Though Evelyn occasionally claimed that she and Stanford were truly in love, she never married him.  (Indeed, Stanford White apparently never married anyone over the course of his life.)  Instead, she ended up meeting and marrying Harry K. Thaw.  Harry was the heir to a 40 million dollar fortune.  He also had a long history of mental illness.  When he learned that, before meeting him, Evelyn had lost her virginity to Stanford White, he was outraged.

(It’s debatable how well Stanford and Harry knew each other.  Some historians claim that they were barely acquainted.  Other accounts claim that Harry and Stanford were business rivals even before Evelyn Nesbit arrived in New York.)

In 1906, Harry and Evelyn ran into Stanford White at Madison Square Garden.  Harry promptly pulled out a pistol and, in front of hundreds of witnesses, shot Stanford dead.

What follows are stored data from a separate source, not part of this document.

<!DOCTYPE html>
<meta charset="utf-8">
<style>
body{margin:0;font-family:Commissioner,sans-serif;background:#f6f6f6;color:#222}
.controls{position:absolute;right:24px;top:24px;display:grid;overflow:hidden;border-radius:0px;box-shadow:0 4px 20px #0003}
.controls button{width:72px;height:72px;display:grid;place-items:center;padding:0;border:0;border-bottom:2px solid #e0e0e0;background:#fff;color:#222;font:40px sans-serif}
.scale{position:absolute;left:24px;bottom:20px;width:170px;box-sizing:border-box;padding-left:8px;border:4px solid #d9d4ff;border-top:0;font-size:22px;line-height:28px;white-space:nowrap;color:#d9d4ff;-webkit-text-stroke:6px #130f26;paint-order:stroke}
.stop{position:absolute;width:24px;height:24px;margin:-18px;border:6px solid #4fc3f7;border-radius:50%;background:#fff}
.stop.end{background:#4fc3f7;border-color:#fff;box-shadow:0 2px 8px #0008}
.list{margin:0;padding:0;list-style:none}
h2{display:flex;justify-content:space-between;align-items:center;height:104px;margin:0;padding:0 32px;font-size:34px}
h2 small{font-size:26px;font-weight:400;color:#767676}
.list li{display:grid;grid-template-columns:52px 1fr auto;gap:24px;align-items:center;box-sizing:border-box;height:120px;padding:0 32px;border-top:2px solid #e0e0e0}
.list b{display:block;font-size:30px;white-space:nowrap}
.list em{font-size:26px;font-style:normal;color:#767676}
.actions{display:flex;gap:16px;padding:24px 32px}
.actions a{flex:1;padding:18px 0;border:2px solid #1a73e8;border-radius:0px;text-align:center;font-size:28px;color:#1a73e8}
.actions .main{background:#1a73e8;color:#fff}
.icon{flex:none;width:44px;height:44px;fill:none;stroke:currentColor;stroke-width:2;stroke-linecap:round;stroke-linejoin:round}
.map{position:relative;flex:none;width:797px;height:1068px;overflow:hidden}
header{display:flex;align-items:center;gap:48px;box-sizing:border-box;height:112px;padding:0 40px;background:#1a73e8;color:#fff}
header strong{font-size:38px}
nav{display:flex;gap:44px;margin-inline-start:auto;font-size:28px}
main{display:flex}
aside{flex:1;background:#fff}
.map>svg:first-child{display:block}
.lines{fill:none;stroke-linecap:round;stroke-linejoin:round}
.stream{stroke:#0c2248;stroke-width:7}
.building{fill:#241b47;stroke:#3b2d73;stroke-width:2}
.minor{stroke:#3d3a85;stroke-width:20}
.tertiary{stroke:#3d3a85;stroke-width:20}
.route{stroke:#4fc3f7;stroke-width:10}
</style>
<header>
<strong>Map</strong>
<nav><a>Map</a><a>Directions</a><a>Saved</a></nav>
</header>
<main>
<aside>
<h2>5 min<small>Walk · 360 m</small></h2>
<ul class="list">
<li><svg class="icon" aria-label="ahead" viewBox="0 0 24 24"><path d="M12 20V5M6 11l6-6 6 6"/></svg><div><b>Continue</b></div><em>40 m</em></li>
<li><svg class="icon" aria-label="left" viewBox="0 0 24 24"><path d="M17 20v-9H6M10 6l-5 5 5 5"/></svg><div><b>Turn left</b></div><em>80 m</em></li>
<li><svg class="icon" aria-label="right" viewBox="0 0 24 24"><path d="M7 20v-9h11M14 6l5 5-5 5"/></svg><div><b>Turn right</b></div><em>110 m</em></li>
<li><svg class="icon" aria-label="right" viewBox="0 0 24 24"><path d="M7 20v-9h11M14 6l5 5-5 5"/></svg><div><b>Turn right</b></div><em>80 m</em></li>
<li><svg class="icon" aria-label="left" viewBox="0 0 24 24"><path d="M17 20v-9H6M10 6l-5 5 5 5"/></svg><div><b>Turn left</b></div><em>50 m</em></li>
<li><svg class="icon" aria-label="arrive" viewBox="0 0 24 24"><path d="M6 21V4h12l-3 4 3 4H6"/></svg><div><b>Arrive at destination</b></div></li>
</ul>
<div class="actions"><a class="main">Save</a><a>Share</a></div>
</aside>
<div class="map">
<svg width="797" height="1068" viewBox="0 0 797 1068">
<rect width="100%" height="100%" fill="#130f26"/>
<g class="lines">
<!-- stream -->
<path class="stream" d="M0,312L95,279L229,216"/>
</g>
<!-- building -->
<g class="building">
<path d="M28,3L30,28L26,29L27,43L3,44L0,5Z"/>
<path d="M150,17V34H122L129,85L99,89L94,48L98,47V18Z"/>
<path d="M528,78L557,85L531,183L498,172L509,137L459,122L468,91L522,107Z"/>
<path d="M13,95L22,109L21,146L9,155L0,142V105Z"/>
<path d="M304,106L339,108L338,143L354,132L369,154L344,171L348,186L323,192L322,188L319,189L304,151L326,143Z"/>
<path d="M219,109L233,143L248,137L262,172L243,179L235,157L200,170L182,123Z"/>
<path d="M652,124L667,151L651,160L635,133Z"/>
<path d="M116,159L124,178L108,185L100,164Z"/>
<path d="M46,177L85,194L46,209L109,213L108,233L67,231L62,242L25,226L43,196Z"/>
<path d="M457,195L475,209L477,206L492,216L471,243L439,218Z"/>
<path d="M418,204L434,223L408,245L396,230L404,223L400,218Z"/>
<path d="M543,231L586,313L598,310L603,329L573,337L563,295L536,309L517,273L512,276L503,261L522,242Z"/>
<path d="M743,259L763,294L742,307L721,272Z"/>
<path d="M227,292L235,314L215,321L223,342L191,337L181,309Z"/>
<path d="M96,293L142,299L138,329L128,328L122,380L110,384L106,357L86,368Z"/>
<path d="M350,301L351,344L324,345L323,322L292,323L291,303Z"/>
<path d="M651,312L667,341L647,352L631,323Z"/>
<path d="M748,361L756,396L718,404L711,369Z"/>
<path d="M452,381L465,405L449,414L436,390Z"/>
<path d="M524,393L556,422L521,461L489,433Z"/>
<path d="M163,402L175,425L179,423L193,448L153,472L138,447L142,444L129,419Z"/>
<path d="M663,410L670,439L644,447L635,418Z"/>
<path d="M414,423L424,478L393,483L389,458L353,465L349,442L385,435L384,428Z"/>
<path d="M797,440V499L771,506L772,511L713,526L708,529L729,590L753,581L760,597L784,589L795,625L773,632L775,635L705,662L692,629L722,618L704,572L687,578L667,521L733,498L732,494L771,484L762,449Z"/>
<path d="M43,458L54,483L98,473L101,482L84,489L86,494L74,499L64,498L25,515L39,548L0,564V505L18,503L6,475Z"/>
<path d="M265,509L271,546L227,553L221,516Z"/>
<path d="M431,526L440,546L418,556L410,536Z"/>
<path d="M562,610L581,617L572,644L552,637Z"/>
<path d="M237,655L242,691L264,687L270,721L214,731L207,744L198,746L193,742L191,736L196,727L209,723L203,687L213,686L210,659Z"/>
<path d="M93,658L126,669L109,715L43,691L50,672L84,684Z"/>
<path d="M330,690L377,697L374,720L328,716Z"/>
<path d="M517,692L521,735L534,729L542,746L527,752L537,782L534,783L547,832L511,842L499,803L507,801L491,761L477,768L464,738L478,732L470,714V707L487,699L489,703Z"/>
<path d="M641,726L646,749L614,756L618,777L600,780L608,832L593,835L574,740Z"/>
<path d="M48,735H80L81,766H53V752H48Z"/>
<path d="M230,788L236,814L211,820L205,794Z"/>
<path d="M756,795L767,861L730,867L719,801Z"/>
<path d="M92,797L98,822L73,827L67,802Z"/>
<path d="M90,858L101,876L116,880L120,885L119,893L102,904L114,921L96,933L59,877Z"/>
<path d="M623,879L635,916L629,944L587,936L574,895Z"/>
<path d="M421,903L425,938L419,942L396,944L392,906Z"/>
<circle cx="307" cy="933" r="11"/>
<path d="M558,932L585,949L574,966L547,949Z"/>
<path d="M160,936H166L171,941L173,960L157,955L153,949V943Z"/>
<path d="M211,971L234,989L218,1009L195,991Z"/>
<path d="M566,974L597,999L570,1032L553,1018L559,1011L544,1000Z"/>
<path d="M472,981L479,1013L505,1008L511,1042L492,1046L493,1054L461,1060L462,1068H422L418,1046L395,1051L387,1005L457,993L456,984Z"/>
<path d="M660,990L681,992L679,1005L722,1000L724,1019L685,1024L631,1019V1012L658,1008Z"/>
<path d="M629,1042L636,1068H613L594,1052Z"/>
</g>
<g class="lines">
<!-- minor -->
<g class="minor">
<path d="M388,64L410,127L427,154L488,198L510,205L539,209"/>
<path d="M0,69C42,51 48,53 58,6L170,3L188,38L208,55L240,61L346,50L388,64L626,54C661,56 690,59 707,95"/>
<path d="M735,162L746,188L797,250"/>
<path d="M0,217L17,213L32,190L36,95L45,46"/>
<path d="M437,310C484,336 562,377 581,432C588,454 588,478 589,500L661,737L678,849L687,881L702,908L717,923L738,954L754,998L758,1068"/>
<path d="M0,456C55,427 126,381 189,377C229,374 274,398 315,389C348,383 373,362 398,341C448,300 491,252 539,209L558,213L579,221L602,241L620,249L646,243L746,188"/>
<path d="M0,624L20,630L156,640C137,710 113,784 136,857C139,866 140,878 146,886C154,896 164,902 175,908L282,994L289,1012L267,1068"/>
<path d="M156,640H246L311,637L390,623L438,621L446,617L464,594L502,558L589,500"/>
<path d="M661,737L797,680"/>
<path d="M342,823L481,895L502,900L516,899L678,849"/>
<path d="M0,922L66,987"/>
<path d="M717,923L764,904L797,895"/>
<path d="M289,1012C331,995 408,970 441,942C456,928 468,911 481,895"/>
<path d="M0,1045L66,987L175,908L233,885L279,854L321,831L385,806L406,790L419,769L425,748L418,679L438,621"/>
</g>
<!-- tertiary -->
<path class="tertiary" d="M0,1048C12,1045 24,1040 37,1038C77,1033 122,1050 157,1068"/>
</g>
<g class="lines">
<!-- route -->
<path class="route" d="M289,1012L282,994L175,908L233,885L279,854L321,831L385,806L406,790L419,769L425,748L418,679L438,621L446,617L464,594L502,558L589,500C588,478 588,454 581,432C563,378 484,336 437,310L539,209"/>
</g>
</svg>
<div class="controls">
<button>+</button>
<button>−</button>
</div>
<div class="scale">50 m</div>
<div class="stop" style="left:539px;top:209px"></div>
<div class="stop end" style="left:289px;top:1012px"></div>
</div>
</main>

Harry’s subsequent trial was reportedly the first to ever be described as being “the trial of the century.”  Because hundreds of people had seen Harry Thaw shoot Stanford White and the Thaw family was adamant about not publicizing Harry’s history of mental illness, Harry’s defense team attempted to make the trial about Stanford White.  The defense attempted to portray Stanford as being such a depraved predator that Harry really had no other option but to shoot him in cold blood.  Evelyn took the stand and testified to every single detail of her relationship with Stanford White.  The details appeared in every major newspaper in America.

In the end, Harry was found not guilty by reason of insanity and was committed to the  Matteawan State Hospital for the Criminally Insane.  (Reportedly, due to his great wealth, he had the best room in the hospital.)  Meanwhile, Evelyn became one of America’s first reality stars.  Her notoriety led to her appearing in several silent films.  It’s a fascinating story, one that very much feels ahead of his time.  If Evelyn was a star in 1906, just imagine how famous she would be today.

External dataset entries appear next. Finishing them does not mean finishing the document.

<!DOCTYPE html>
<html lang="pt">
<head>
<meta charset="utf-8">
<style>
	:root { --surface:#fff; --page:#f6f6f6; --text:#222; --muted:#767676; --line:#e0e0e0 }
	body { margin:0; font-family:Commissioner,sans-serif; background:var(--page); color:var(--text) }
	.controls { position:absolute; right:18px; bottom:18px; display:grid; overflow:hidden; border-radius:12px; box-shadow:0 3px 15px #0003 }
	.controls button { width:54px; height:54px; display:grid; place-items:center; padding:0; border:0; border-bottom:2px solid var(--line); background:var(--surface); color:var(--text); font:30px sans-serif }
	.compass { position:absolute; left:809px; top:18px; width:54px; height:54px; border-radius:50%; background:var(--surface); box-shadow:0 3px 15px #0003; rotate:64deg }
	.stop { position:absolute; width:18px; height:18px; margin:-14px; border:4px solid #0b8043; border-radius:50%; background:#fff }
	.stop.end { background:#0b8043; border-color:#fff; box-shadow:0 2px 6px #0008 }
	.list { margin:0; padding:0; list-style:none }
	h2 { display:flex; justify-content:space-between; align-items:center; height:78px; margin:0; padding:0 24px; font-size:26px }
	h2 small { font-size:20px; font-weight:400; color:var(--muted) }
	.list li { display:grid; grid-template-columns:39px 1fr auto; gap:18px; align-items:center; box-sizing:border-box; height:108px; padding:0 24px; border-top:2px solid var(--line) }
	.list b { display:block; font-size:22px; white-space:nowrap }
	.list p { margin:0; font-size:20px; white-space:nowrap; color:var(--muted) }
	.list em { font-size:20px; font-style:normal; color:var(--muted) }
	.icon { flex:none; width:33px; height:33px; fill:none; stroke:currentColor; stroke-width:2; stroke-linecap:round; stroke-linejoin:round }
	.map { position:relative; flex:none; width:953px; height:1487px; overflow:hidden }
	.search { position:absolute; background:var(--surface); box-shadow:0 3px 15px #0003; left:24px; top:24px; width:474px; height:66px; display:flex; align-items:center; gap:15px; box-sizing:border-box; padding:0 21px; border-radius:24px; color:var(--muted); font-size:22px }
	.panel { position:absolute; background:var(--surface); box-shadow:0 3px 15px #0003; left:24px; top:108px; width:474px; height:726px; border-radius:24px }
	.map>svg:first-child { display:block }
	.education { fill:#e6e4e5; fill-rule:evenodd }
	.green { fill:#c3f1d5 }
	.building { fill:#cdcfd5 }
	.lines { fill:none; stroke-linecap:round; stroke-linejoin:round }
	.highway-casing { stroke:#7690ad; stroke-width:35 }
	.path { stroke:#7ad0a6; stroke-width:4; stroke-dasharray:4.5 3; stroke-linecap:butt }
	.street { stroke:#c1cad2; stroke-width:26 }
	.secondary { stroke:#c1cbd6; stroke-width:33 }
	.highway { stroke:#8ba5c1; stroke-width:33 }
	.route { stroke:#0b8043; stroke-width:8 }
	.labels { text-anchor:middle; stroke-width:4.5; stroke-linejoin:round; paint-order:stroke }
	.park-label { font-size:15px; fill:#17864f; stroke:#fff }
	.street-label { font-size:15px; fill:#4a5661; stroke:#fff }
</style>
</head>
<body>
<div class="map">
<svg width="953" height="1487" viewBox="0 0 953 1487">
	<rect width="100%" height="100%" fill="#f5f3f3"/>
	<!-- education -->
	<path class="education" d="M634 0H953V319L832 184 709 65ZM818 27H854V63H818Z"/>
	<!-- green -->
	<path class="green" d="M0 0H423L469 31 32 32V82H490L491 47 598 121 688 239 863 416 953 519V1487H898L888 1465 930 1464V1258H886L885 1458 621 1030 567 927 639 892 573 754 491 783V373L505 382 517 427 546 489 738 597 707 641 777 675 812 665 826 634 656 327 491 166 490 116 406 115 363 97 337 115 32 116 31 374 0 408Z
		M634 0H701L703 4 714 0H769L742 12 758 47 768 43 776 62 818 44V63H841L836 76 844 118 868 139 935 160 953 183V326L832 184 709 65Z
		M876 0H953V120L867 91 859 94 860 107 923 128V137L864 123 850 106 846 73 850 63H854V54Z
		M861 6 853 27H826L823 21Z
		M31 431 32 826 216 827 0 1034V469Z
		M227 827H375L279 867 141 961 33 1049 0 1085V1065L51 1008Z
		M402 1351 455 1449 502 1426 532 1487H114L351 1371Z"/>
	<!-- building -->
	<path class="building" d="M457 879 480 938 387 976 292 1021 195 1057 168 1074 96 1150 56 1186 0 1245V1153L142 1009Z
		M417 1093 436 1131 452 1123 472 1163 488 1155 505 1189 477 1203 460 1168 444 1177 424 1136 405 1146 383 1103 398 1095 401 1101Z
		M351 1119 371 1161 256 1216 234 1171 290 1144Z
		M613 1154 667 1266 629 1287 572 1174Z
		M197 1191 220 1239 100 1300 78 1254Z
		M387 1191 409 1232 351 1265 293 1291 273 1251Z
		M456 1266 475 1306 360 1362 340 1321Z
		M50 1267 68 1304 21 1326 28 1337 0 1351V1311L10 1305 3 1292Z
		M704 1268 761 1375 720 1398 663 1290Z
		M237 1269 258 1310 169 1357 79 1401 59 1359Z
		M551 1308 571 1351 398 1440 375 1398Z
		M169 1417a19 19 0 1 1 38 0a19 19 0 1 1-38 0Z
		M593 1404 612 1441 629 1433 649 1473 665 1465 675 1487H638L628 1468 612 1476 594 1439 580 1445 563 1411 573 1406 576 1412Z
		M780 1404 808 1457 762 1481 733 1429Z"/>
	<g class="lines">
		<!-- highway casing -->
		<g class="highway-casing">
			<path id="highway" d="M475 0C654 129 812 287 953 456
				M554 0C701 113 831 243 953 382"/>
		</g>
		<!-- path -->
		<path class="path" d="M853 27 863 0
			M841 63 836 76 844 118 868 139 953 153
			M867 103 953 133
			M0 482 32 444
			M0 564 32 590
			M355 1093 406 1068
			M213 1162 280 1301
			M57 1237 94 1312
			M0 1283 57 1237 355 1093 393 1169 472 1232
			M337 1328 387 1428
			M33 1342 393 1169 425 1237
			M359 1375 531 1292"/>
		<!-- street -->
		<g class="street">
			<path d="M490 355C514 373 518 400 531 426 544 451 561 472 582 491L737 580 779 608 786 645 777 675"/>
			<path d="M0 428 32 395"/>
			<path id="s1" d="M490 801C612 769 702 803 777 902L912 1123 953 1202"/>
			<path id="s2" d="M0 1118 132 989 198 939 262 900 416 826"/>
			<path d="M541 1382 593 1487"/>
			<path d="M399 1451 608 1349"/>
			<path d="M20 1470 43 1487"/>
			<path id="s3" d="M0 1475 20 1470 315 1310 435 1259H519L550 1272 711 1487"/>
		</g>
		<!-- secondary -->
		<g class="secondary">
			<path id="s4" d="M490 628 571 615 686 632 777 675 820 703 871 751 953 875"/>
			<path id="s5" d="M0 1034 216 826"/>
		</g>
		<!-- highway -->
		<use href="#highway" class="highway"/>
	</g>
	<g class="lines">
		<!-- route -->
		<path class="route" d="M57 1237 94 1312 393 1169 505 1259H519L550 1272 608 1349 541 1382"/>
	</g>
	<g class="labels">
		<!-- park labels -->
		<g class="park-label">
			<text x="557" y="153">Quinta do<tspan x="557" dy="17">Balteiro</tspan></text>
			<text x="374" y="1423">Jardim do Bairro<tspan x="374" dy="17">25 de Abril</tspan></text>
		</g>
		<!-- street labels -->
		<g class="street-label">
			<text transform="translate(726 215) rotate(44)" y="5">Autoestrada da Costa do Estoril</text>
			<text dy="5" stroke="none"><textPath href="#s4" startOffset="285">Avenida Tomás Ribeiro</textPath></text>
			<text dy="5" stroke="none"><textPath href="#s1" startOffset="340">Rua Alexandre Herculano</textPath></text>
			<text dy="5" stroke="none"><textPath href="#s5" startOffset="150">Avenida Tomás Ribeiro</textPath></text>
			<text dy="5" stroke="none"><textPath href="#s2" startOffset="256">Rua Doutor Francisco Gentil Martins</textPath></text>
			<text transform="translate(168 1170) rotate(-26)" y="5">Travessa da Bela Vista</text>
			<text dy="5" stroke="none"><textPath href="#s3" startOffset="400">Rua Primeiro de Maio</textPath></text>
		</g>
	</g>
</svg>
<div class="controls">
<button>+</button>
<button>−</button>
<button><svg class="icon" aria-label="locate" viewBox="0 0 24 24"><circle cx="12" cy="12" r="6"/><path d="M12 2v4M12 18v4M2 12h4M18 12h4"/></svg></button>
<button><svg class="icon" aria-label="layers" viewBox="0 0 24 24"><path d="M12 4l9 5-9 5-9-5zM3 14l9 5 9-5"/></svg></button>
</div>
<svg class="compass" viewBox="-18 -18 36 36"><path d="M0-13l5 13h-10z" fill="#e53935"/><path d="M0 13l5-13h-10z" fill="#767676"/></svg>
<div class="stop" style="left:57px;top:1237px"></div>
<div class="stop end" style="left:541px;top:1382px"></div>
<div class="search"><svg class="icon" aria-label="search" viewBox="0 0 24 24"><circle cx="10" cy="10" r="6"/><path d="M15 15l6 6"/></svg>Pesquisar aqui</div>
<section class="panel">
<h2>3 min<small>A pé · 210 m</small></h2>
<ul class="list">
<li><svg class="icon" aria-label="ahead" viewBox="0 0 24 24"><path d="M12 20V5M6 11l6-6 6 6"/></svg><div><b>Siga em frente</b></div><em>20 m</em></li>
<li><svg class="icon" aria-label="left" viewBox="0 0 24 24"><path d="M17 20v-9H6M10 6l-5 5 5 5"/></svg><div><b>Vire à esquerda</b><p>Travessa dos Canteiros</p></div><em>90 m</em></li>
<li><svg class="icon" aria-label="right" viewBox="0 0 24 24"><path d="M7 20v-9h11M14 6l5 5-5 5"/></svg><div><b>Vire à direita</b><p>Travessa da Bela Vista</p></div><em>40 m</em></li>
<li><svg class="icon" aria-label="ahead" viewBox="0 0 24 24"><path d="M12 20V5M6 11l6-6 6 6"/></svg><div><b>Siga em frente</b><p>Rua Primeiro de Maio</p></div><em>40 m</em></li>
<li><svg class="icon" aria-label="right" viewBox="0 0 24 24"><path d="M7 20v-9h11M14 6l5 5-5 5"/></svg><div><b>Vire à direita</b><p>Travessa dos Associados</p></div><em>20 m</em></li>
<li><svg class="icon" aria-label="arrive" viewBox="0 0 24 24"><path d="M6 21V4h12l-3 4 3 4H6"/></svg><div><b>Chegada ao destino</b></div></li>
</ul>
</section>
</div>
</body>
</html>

The Girl in the Red Velvet Swing is about Evelyn Nesbit and her relationships with both Stanford White and Harry Thaw.  It’s a shame that the film isn’t as interesting as the real life story.  Ray Milland plays Stanford White.  Farley Granger is Harry Thaw.  Joan Collins is Evelyn Nesbit.  They all give good performances, especially Farley Granger.  But the film itself is just so bland.  Perhaps because it was made in the 1950s, it leaves out the majority of the sordid details that made the story so fascinating to begin with.  For instance, the red velvet swing appears but, in this film, no time is spent in the mirror room.  This true life story is pure tabloid material but The Girl In The Red Velvet Swing is way too respectful for its own good.  By refusing to come down firmly on the side of Harry Thaw or Stanford White, the film feels shallow and a bit empty.  (All good melodramas — even fact-based ones — need a good villain.)  And poor Evelyn Nesbit!  In real life, she was a savvy self-promoter who knew exactly how to manipulate the press.  In this film, she’s just an innocent ingenue.  Considering the facts of the case, the film version is unforgivably dull.

So, I don’t recommend The Girl In The Red Velvet Swing but I do recommend Paula Uruburu’s fascinating 2008 biography, American Eve: Evelyn Nesbit, Stanford White, The Birth of the ‘It’ Girl, and the ‘Crime of the Century.’  It goes into all of the fascinating details that were left out of this film.